__Action item__. Set down every line of the data, unchanged and complete.

__Excerpted records__.
◆ ◆ ◆ ◆ ◆ ◆ ◆

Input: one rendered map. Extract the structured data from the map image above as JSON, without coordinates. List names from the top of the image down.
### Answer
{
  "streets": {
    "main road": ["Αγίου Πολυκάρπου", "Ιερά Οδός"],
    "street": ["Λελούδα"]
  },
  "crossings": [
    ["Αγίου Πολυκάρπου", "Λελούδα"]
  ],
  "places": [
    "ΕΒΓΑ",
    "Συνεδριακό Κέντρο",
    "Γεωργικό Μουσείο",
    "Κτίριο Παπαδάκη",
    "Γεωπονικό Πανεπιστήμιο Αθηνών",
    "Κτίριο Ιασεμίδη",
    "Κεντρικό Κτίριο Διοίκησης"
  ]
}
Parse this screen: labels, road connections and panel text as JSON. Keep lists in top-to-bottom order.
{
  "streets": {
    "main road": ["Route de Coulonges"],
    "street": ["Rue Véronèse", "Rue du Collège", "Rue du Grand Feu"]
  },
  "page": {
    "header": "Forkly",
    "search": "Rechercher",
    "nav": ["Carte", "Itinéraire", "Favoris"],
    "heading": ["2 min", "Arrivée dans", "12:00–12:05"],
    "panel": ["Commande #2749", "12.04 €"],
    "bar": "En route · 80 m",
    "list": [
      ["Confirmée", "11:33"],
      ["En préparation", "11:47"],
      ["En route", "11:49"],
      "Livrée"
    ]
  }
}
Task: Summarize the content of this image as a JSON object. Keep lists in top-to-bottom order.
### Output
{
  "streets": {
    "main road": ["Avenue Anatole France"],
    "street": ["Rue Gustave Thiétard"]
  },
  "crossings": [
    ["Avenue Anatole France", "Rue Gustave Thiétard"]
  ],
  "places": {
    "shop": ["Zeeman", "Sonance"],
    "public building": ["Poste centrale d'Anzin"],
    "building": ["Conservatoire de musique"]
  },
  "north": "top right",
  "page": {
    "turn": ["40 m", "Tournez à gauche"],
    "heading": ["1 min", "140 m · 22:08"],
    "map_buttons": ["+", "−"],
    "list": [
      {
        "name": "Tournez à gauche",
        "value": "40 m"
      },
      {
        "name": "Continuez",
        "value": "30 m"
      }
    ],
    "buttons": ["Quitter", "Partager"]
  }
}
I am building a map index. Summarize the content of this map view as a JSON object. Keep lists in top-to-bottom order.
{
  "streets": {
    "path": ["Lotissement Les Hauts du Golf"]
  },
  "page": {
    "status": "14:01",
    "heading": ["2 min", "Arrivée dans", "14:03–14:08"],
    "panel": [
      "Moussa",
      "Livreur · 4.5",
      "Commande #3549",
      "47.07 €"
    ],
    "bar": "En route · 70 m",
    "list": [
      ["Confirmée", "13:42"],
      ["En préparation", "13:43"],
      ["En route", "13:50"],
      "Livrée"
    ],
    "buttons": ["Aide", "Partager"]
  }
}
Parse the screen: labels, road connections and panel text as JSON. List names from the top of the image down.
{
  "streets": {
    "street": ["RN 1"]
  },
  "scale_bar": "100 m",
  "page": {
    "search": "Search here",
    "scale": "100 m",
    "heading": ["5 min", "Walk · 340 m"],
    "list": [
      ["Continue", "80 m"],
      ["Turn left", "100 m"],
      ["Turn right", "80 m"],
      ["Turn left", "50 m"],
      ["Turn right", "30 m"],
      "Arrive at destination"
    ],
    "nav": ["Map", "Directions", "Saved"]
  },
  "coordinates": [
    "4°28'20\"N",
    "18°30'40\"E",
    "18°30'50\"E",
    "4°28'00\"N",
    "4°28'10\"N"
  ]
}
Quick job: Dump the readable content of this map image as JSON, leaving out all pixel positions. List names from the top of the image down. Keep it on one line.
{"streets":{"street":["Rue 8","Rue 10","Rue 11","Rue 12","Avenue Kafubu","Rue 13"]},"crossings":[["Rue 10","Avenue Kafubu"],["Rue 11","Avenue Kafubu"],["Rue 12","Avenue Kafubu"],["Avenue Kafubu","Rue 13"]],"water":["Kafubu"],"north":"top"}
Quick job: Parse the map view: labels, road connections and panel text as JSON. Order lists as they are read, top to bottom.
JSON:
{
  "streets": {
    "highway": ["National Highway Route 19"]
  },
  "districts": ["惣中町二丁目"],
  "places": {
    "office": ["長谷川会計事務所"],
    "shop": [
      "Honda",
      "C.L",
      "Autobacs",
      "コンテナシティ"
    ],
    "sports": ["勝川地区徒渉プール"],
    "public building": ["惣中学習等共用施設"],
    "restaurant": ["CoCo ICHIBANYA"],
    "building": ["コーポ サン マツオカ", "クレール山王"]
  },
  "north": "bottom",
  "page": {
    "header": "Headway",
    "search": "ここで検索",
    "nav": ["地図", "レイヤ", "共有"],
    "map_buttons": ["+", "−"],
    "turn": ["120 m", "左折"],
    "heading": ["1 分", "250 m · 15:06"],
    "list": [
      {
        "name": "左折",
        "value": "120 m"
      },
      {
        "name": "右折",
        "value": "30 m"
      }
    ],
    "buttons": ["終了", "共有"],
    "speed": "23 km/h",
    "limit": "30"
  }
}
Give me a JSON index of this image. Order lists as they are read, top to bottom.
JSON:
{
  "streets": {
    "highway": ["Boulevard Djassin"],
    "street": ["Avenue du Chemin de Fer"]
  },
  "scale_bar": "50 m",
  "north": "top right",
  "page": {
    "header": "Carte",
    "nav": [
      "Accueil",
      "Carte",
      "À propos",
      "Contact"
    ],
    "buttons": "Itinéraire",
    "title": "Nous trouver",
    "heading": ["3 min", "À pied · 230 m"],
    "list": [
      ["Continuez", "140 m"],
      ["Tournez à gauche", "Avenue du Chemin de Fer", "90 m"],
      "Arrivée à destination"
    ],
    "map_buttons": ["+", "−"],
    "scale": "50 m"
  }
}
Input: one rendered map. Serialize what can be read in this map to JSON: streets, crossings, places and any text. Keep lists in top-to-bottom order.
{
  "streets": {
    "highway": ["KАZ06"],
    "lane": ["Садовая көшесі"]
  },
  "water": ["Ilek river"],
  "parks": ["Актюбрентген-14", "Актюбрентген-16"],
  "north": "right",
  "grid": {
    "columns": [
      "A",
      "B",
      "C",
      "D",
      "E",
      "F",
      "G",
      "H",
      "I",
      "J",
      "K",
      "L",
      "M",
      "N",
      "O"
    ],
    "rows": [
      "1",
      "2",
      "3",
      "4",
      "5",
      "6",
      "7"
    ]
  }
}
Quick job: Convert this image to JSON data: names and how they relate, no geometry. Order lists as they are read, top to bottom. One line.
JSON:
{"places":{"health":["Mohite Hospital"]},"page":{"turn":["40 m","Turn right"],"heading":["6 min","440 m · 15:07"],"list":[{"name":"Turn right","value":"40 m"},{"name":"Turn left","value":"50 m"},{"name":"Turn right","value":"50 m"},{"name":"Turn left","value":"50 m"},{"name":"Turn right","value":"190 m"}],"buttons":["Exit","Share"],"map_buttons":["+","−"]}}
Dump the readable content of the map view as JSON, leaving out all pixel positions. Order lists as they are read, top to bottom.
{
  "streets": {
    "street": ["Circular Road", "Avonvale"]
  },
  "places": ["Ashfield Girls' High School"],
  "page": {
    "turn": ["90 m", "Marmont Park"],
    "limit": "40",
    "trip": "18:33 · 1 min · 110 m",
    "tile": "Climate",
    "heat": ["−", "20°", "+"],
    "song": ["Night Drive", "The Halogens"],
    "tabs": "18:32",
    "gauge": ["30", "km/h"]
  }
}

◆ ◆ ◆ ◆ ◆ ◆ ◆

__Your solution__.
Input: one rendered map. Extract the structured data from the map image above as JSON, without coordinates. List names from the top of the image down.
### Answer
{
  "streets": {
    "main road": ["Αγίου Πολυκάρπου", "Ιερά Οδός"],
    "street": ["Λελούδα"]
  },
  "crossings": [
    ["Αγίου Πολυκάρπου", "Λελούδα"]
  ],
  "places": [
    "ΕΒΓΑ",
    "Συνεδριακό Κέντρο",
    "Γεωργικό Μουσείο",
    "Κτίριο Παπαδάκη",
    "Γεωπονικό Πανεπιστήμιο Αθηνών",
    "Κτίριο Ιασεμίδη",
    "Κεντρικό Κτίριο Διοίκησης"
  ]
}
Parse this screen: labels, road connections and panel text as JSON. Keep lists in top-to-bottom order.
{
  "streets": {
    "main road": ["Route de Coulonges"],
    "street": ["Rue Véronèse", "Rue du Collège", "Rue du Grand Feu"]
  },
  "page": {
    "header": "Forkly",
    "search": "Rechercher",
    "nav": ["Carte", "Itinéraire", "Favoris"],
    "heading": ["2 min", "Arrivée dans", "12:00–12:05"],
    "panel": ["Commande #2749", "12.04 €"],
    "bar": "En route · 80 m",
    "list": [
      ["Confirmée", "11:33"],
      ["En préparation", "11:47"],
      ["En route", "11:49"],
      "Livrée"
    ]
  }
}
Task: Summarize the content of this image as a JSON object. Keep lists in top-to-bottom order.
### Output
{
  "streets": {
    "main road": ["Avenue Anatole France"],
    "street": ["Rue Gustave Thiétard"]
  },
  "crossings": [
    ["Avenue Anatole France", "Rue Gustave Thiétard"]
  ],
  "places": {
    "shop": ["Zeeman", "Sonance"],
    "public building": ["Poste centrale d'Anzin"],
    "building": ["Conservatoire de musique"]
  },
  "north": "top right",
  "page": {
    "turn": ["40 m", "Tournez à gauche"],
    "heading": ["1 min", "140 m · 22:08"],
    "map_buttons": ["+", "−"],
    "list": [
      {
        "name": "Tournez à gauche",
        "value": "40 m"
      },
      {
        "name": "Continuez",
        "value": "30 m"
      }
    ],
    "buttons": ["Quitter", "Partager"]
  }
}
I am building a map index. Summarize the content of this map view as a JSON object. Keep lists in top-to-bottom order.
{
  "streets": {
    "path": ["Lotissement Les Hauts du Golf"]
  },
  "page": {
    "status": "14:01",
    "heading": ["2 min", "Arrivée dans", "14:03–14:08"],
    "panel": [
      "Moussa",
      "Livreur · 4.5",
      "Commande #3549",
      "47.07 €"
    ],
    "bar": "En route · 70 m",
    "list": [
      ["Confirmée", "13:42"],
      ["En préparation", "13:43"],
      ["En route", "13:50"],
      "Livrée"
    ],
    "buttons": ["Aide", "Partager"]
  }
}
Parse the screen: labels, road connections and panel text as JSON. List names from the top of the image down.
{
  "streets": {
    "street": ["RN 1"]
  },
  "scale_bar": "100 m",
  "page": {
    "search": "Search here",
    "scale": "100 m",
    "heading": ["5 min", "Walk · 340 m"],
    "list": [
      ["Continue", "80 m"],
      ["Turn left", "100 m"],
      ["Turn right", "80 m"],
      ["Turn left", "50 m"],
      ["Turn right", "30 m"],
      "Arrive at destination"
    ],
    "nav": ["Map", "Directions", "Saved"]
  },
  "coordinates": [
    "4°28'20\"N",
    "18°30'40\"E",
    "18°30'50\"E",
    "4°28'00\"N",
    "4°28'10\"N"
  ]
}
Quick job: Dump the readable content of this map image as JSON, leaving out all pixel positions. List names from the top of the image down. Keep it on one line.
{"streets":{"street":["Rue 8","Rue 10","Rue 11","Rue 12","Avenue Kafubu","Rue 13"]},"crossings":[["Rue 10","Avenue Kafubu"],["Rue 11","Avenue Kafubu"],["Rue 12","Avenue Kafubu"],["Avenue Kafubu","Rue 13"]],"water":["Kafubu"],"north":"top"}
Quick job: Parse the map view: labels, road connections and panel text as JSON. Order lists as they are read, top to bottom.
JSON:
{
  "streets": {
    "highway": ["National Highway Route 19"]
  },
  "districts": ["惣中町二丁目"],
  "places": {
    "office": ["長谷川会計事務所"],
    "shop": [
      "Honda",
      "C.L",
      "Autobacs",
      "コンテナシティ"
    ],
    "sports": ["勝川地区徒渉プール"],
    "public building": ["惣中学習等共用施設"],
    "restaurant": ["CoCo ICHIBANYA"],
    "building": ["コーポ サン マツオカ", "クレール山王"]
  },
  "north": "bottom",
  "page": {
    "header": "Headway",
    "search": "ここで検索",
    "nav": ["地図", "レイヤ", "共有"],
    "map_buttons": ["+", "−"],
    "turn": ["120 m", "左折"],
    "heading": ["1 分", "250 m · 15:06"],
    "list": [
      {
        "name": "左折",
        "value": "120 m"
      },
      {
        "name": "右折",
        "value": "30 m"
      }
    ],
    "buttons": ["終了", "共有"],
    "speed": "23 km/h",
    "limit": "30"
  }
}
Give me a JSON index of this image. Order lists as they are read, top to bottom.
JSON:
{
  "streets": {
    "highway": ["Boulevard Djassin"],
    "street": ["Avenue du Chemin de Fer"]
  },
  "scale_bar": "50 m",
  "north": "top right",
  "page": {
    "header": "Carte",
    "nav": [
      "Accueil",
      "Carte",
      "À propos",
      "Contact"
    ],
    "buttons": "Itinéraire",
    "title": "Nous trouver",
    "heading": ["3 min", "À pied · 230 m"],
    "list": [
      ["Continuez", "140 m"],
      ["Tournez à gauche", "Avenue du Chemin de Fer", "90 m"],
      "Arrivée à destination"
    ],
    "map_buttons": ["+", "−"],
    "scale": "50 m"
  }
}
Input: one rendered map. Serialize what can be read in this map to JSON: streets, crossings, places and any text. Keep lists in top-to-bottom order.
{
  "streets": {
    "highway": ["KАZ06"],
    "lane": ["Садовая көшесі"]
  },
  "water": ["Ilek river"],
  "parks": ["Актюбрентген-14", "Актюбрентген-16"],
  "north": "right",
  "grid": {
    "columns": [
      "A",
      "B",
      "C",
      "D",
      "E",
      "F",
      "G",
      "H",
      "I",
      "J",
      "K",
      "L",
      "M",
      "N",
      "O"
    ],
    "rows": [
      "1",
      "2",
      "3",
      "4",
      "5",
      "6",
      "7"
    ]
  }
}
Quick job: Convert this image to JSON data: names and how they relate, no geometry. Order lists as they are read, top to bottom. One line.
JSON:
{"places":{"health":["Mohite Hospital"]},"page":{"turn":["40 m","Turn right"],"heading":["6 min","440 m · 15:07"],"list":[{"name":"Turn right","value":"40 m"},{"name":"Turn left","value":"50 m"},{"name":"Turn right","value":"50 m"},{"name":"Turn left","value":"50 m"},{"name":"Turn right","value":"190 m"}],"buttons":["Exit","Share"],"map_buttons":["+","−"]}}
Dump the readable content of the map view as JSON, leaving out all pixel positions. Order lists as they are read, top to bottom.
{
  "streets": {
    "street": ["Circular Road", "Avonvale"]
  },
  "places": ["Ashfield Girls' High School"],
  "page": {
    "turn": ["90 m", "Marmont Park"],
    "limit": "40",
    "trip": "18:33 · 1 min · 110 m",
    "tile": "Climate",
    "heat": ["−", "20°", "+"],
    "song": ["Night Drive", "The Halogens"],
    "tabs": "18:32",
    "gauge": ["30", "km/h"]
  }
}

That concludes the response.